▶ [DATA SUPPLIED]:

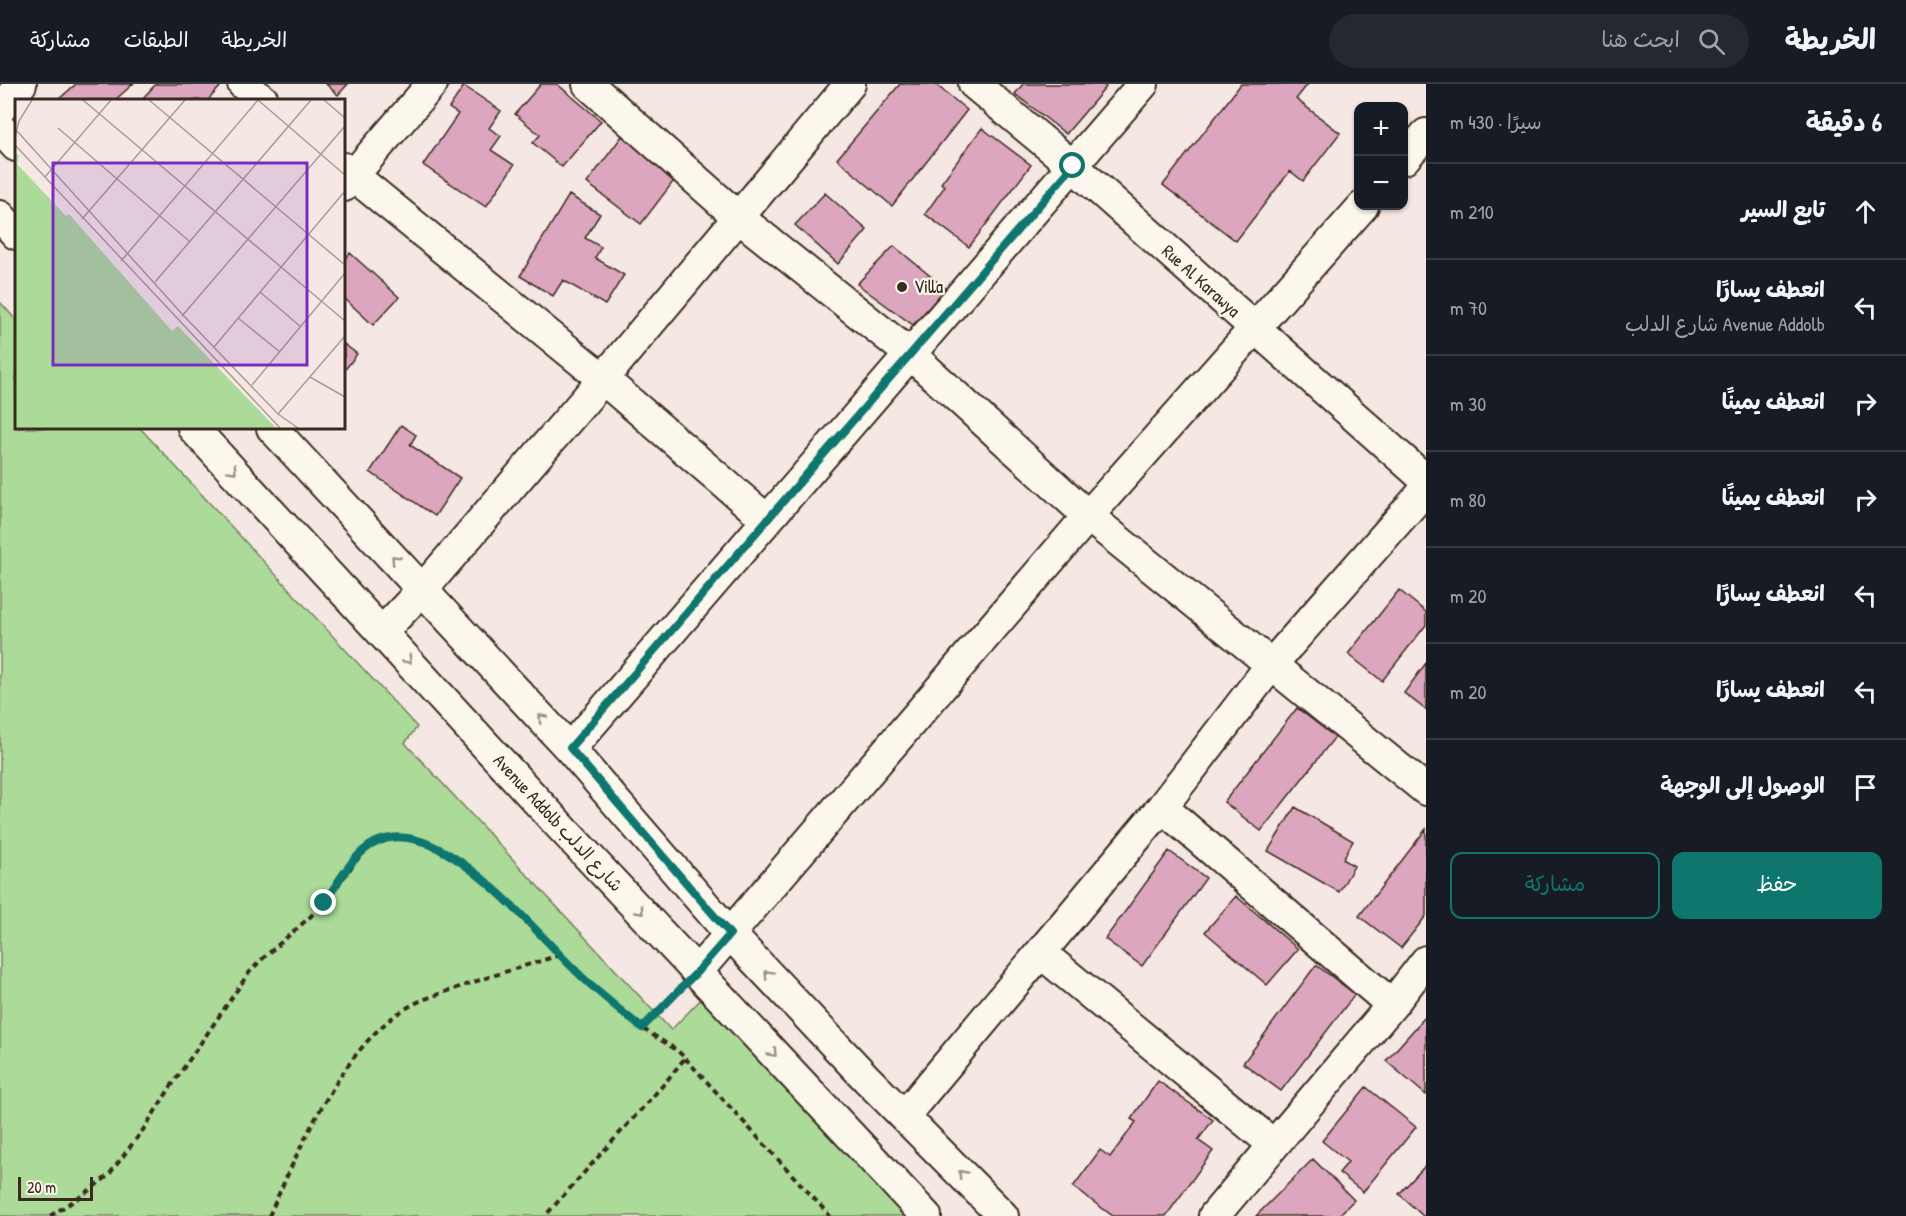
<!DOCTYPE html>
<html lang="ar">
<head>
<meta charset="utf-8">
<style>
  :root { --surface:#171b24; --page:#242831; --text:#f1f3f6; --muted:#9ea1a6; --line:#363941; --accent:#0f766e }
  body { margin:0; font-family:"Patrick Hand","Playpen Sans Arabic",sans-serif; background:var(--page); color:var(--text); direction:rtl }
  .controls { position:absolute; right:18px; top:18px; display:grid; overflow:hidden; border-radius:12px; box-shadow:0 2px 4px #0004 }
  .controls button { width:54px; height:54px; display:grid; place-items:center; padding:0; border:0; border-bottom:2px solid var(--line); background:var(--surface); color:var(--text); font:30px sans-serif }
  .scale { position:absolute; left:18px; bottom:15px; width:75px; box-sizing:border-box; padding-left:6px; border:3px solid #3b2a1e; border-top:0; font-size:16px; line-height:21px; white-space:nowrap; color:#3b2a1e; -webkit-text-stroke:4px #fbf7ec; paint-order:stroke }
  .stop { position:absolute; width:18px; height:18px; margin:-14px; border:4px solid #0f766e; border-radius:50%; background:#fff }
  .stop.end { background:#0f766e; border-color:#fff; box-shadow:0 2px 6px #0008 }
  .list { margin:0; padding:0; list-style:none }
  h2 { display:flex; justify-content:space-between; align-items:center; height:78px; margin:0; padding:0 24px; font-size:26px }
  h2 small { font-size:20px; font-weight:400; color:var(--muted) }
  .list li { display:grid; grid-template-columns:39px 1fr auto; gap:18px; align-items:center; box-sizing:border-box; height:96px; padding:0 24px; border-top:2px solid var(--line) }
  .list b { display:block; font-size:22px; white-space:nowrap }
  .list p { margin:0; font-size:20px; white-space:nowrap; color:var(--muted) }
  .list em { font-size:20px; font-style:normal; color:var(--muted) }
  .actions { display:flex; gap:12px; padding:18px 24px }
  .actions a { flex:1; padding:14px 0; border:2px solid var(--accent); border-radius:12px; text-align:center; font-size:21px; color:var(--accent) }
  .actions .main { background:var(--accent); color:#fff }
  .icon { flex:none; width:33px; height:33px; fill:none; stroke:currentColor; stroke-width:2; stroke-linecap:round; stroke-linejoin:round }
  .map { position:relative; flex:none; width:1426px; height:1132px; overflow:hidden; direction:ltr }
  header { display:flex; align-items:center; gap:36px; box-sizing:border-box; height:84px; padding:0 30px; background:var(--surface); border-bottom:2px solid var(--line) }
  header strong { font-size:28px }
  nav { display:flex; gap:33px; margin-inline-start:auto; font-size:21px }
  .search { width:420px; height:54px; background:var(--page); display:flex; align-items:center; gap:15px; box-sizing:border-box; padding:0 21px; border-radius:33px; color:var(--muted); font-size:22px }
  main { display:flex }
  aside { flex:1; background:var(--surface) }
  .map>svg:first-child { display:block }
  .green { fill:#abda99; stroke:#73825c; stroke-width:1.5 }
  .building { fill:#dca6bf; stroke:#3b2a1e; stroke-width:1.5 }
  .lines { fill:none; stroke-linecap:round; stroke-linejoin:round }
  .minor-casing { stroke:#3b2a1e; stroke-width:34 }
  .path { stroke:#3b2a1e; stroke-width:4; stroke-dasharray:6 4.5; stroke-linecap:butt }
  .minor { stroke:#fbf7ec; stroke-width:30 }
  .oneway { stroke:#9b9085 }
  .route { stroke:#0f766e; stroke-width:8 }
  .poi-dot { fill:#3b2a1e; stroke:#fbf7ec; stroke-width:2 }
  .labels { text-anchor:middle; stroke-width:4.5; stroke-linejoin:round; paint-order:stroke }
  .street-label { font-size:18px; fill:#3b2a1e; stroke:#fbf7ec }
  .poi-label { font-size:18px; fill:#3b2a1e; stroke:#fbf7ec; text-anchor:start }
  .inset-road { fill:none; stroke:#ab9b94; stroke-width:1.5 }
  .view { fill:#7b2cbf; fill-opacity:0.15; stroke:#7b2cbf; stroke-width:3 }
  .inset-edge { fill:none; stroke:#3b2a1e; stroke-width:3 }
</style>
</head>
<body>
<header>
<strong>الخريطة</strong>
<div class="search"><svg class="icon" aria-label="search" viewBox="0 0 24 24"><circle cx="10" cy="10" r="6"/><path d="M15 15l6 6"/></svg>ابحث هنا</div>
<nav><a>الخريطة</a><a>الطبقات</a><a>مشاركة</a></nav>
</header>
<main>
<aside>
<h2>6 دقيقة<small>سيرًا · 430 m</small></h2>
<ul class="list">
<li><svg class="icon" aria-label="ahead" viewBox="0 0 24 24"><path d="M12 20V5M6 11l6-6 6 6"/></svg><div><b>تابع السير</b></div><em>210 m</em></li>
<li><svg class="icon" aria-label="left" viewBox="0 0 24 24"><path d="M17 20v-9H6M10 6l-5 5 5 5"/></svg><div><b>انعطف يسارًا</b><p>Avenue Addolb شارع الدلب</p></div><em>70 m</em></li>
<li><svg class="icon" aria-label="right" viewBox="0 0 24 24"><path d="M7 20v-9h11M14 6l5 5-5 5"/></svg><div><b>انعطف يمينًا</b></div><em>30 m</em></li>
<li><svg class="icon" aria-label="right" viewBox="0 0 24 24"><path d="M7 20v-9h11M14 6l5 5-5 5"/></svg><div><b>انعطف يمينًا</b></div><em>80 m</em></li>
<li><svg class="icon" aria-label="left" viewBox="0 0 24 24"><path d="M17 20v-9H6M10 6l-5 5 5 5"/></svg><div><b>انعطف يسارًا</b></div><em>20 m</em></li>
<li><svg class="icon" aria-label="left" viewBox="0 0 24 24"><path d="M17 20v-9H6M10 6l-5 5 5 5"/></svg><div><b>انعطف يسارًا</b></div><em>20 m</em></li>
<li><svg class="icon" aria-label="arrive" viewBox="0 0 24 24"><path d="M6 21V4h12l-3 4 3 4H6"/></svg><div><b>الوصول إلى الوجهة</b></div></li>
</ul>
<div class="actions"><a class="main">حفظ</a><a>مشاركة</a></div>
</aside>
<div class="map">
<svg width="1426" height="1132" viewBox="0 0 1426 1132">
  <rect width="100%" height="100%" fill="#f5e7e3"/>
  <filter id="ink" filterUnits="userSpaceOnUse"><feTurbulence type="fractalNoise" baseFrequency=".0167" numOctaves="2"/><feDisplacementMap in="SourceGraphic" scale="12" xChannelSelector="R" yChannelSelector="G"/><feConvolveMatrix kernelMatrix="1 2 1 2 8 2 1 2 1" color-interpolation-filters="sRGB"/></filter>
  <g filter="url(#ink)">
    <path class="green" d="M0,218l16,18v108h124l277,299 -12,16 266,287 32,-33 203,219h-906z"/>
    <path class="building" d="M76,0h57l-18,16h-57z
      M156,0h60l4,3 -12,13h-67z
      M326,0h22l-10,11z
      M541,0h16l44,37 -39,46 -29,-24 7,-8 -25,-21z
      M900,0h35l32,26 -75,96 -55,-47z
      M1023,0h79l4,3 -40,47 -51,-40z
      M1241,0h67l-12,15 44,34 -37,48 -13,-10 -54,70 -73,-56z
      M464,2l37,25 -12,17 12,8 -10,14 23,15 -28,42 -63,-42 35,-51 -9,-6z
      M982,44l49,37 -62,82 -44,-33 20,-28 -4,-3z
      M622,52l54,42 -35,46 -54,-41z
      M825,109l42,37 -29,34 -43,-39z
      M569,111l31,19 -15,24 16,9 -6,11 29,17 -19,30 -42,-25 -10,16 -33,-20z
      M894,162l52,43 -33,36 -56,-41z
      M350,169l49,44 -26,28 -29,-27v-38z
      M344,260l13,10 -13,17z
      M401,341l15,10 -6,10 50,33 -25,38 -65,-44z
      M1399,506l27,22v13l-44,56 -34,-27z
      M1426,579v47l-22,-17z
      M1297,624l38,29 -74,94 -37,-29z
      M1295,723l58,34 -10,18 11,7 -15,26 -71,-41z
      M1426,745v87l-25,32 -42,-32z
      M1169,767l37,27 -64,88 -37,-27z
      M1236,812l62,53 -31,36 -62,-53z
      M1316,881l39,29 -74,97 -38,-28z
      M1426,932v79l-40,-34z
      M1158,997l55,39 -15,20 15,11 -47,65h-53l-40,-29 27,-37 10,7 26,-35 -5,-3z
      M1366,1003l50,40 -53,65 -24,-19 9,-11 -26,-21z
      M1313,1075l41,41 -16,16h-82z
      M1426,1081v51h-3l-24,-22z"/>
    <g class="lines">
      <g class="minor-casing">
        <path id="minor" d="M243,0l20,16
          M588,0l150,133 173,138 177,161 338,274
          M974,0l99,82 353,314
          M0,25l21,-25
          M0,44l16,18
          M1404,75l22,-25
          M344,84l259,211 163,140
          M344,102l88,-102
          M0,132l16,18
          M193,344l366,397 367,391
          M272,344l298,321 160,185 136,144 137,138
          M382,548l41,-43 180,-210 247,-295
          M570,665l573,-665
          M1162,723l230,198
          M1041,869l233,192
          M697,888l391,-456 275,-310
          M905,1031l257,-308 109,-142 155,-176
          M1214,1132l178,-211 34,-44"/>
      </g>
      <path class="path" d="M642,944l38,-38
        M685,974l145,158
        M50,1132l33,-21 25,-19 35,-46 29,-45 76,-111 13,-14 49,-43 14,-14 41,-54 21,-11h24l12,3 31,17 35,25 88,89 66,56 36,23 7,7 -21,26 -119,132
        M269,1132c29,-65 74,-170 136,-207 14,-9 31,-14 46,-19 36,-13 73,-24 109,-35"/>
      <use href="#minor" class="minor"/>
    </g>
    <defs><path id="oneway-chevron" d="M-2-3.5L2.5 0L-2 3.5" fill="none" stroke-width="1.6" stroke-linecap="round" stroke-linejoin="round" transform="scale(1.5)"/></defs>
    <g class="oneway">
      <use href="#oneway-chevron" transform="translate(233 386) rotate(47)"/>
      <use href="#oneway-chevron" transform="translate(395 475) rotate(-133)"/>
      <use href="#oneway-chevron" transform="translate(408 576) rotate(47)"/>
      <use href="#oneway-chevron" transform="translate(542 634) rotate(-133)"/>
      <use href="#oneway-chevron" transform="translate(640 827) rotate(47)"/>
      <use href="#oneway-chevron" transform="translate(768 890) rotate(-133)"/>
      <use href="#oneway-chevron" transform="translate(773 969) rotate(47)"/>
      <use href="#oneway-chevron" transform="translate(962 1090) rotate(-134)"/>
    </g>
  </g>
  <g class="lines" filter="url(#ink)">
    <path class="route" d="M324,819c16,-23 32,-57 61,-64 63,-17 151,94 192,133 20,20 43,38 65,56l55,-56 33,-38 -160,-186c167,-195 336,-387 503,-582"/>
  </g>
  <circle class="poi-dot" cx="902" cy="203" r="6"/>
  <g class="labels">
    <g class="street-label">
      <text transform="translate(1201 197) rotate(42)" y="6">Rue Al Karawya</text>
      <text transform="translate(558 739) rotate(47)" y="6">Avenue Addolb شارع الدلب</text>
    </g>
    <g class="poi-label">
      <text x="914" y="209">Villa</text>
    </g>
  </g>
  <g transform="translate(15 15)">
    <rect width="330" height="330" fill="#f5e7e3"/>
    <path d="M0,53l4,4 -2,8 49,52 3,-2 103,117 6,-5 98,102h-261z" fill="#abda99"/>
    <path class="inset-road" d="M68,1l262,221M134,1l196,165M309,1l21,18M43,29l131,113M2,32l166,184 95,99 20,14M0,38l4,-16 13,-21M0,46l265,283M30,78l66,-77M67,120l103,-119M106,162l137,-161 87,75M140,183l156,-182M245,193l41,35M167,217l163,-190M223,219l42,34M199,248l131,-156M295,278l35,20M237,286l93,-112M263,315l67,-78"/>
    <path class="view" d="M38,64h254v202h-254z"/>
    <rect width="330" height="330" class="inset-edge"/>
  </g>
</svg>
<div class="controls">
<button>+</button>
<button>−</button>
</div>
<div class="scale">20 m</div>
<div class="stop" style="left:1073px;top:82px"></div>
<div class="stop end" style="left:324px;top:819px"></div>
</div>
</main>
</body>
</html>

▶ [EXERCISE BRIEF]: Extract from the listing above the lines between the line containing "position:absolute; left:18px; bottom:15px;" and the line containing "flex:1; padding:14px 0;", keeping both of those lines. Output nothing else.

▶ [TASK RESPONSE]:
  .scale { position:absolute; left:18px; bottom:15px; width:75px; box-sizing:border-box; padding-left:6px; border:3px solid #3b2a1e; border-top:0; font-size:16px; line-height:21px; white-space:nowrap; color:#3b2a1e; -webkit-text-stroke:4px #fbf7ec; paint-order:stroke }
  .stop { position:absolute; width:18px; height:18px; margin:-14px; border:4px solid #0f766e; border-radius:50%; background:#fff }
  .stop.end { background:#0f766e; border-color:#fff; box-shadow:0 2px 6px #0008 }
  .list { margin:0; padding:0; list-style:none }
  h2 { display:flex; justify-content:space-between; align-items:center; height:78px; margin:0; padding:0 24px; font-size:26px }
  h2 small { font-size:20px; font-weight:400; color:var(--muted) }
  .list li { display:grid; grid-template-columns:39px 1fr auto; gap:18px; align-items:center; box-sizing:border-box; height:96px; padding:0 24px; border-top:2px solid var(--line) }
  .list b { display:block; font-size:22px; white-space:nowrap }
  .list p { margin:0; font-size:20px; white-space:nowrap; color:var(--muted) }
  .list em { font-size:20px; font-style:normal; color:var(--muted) }
  .actions { display:flex; gap:12px; padding:18px 24px }
  .actions a { flex:1; padding:14px 0; border:2px solid var(--accent); border-radius:12px; text-align:center; font-size:21px; color:var(--accent) }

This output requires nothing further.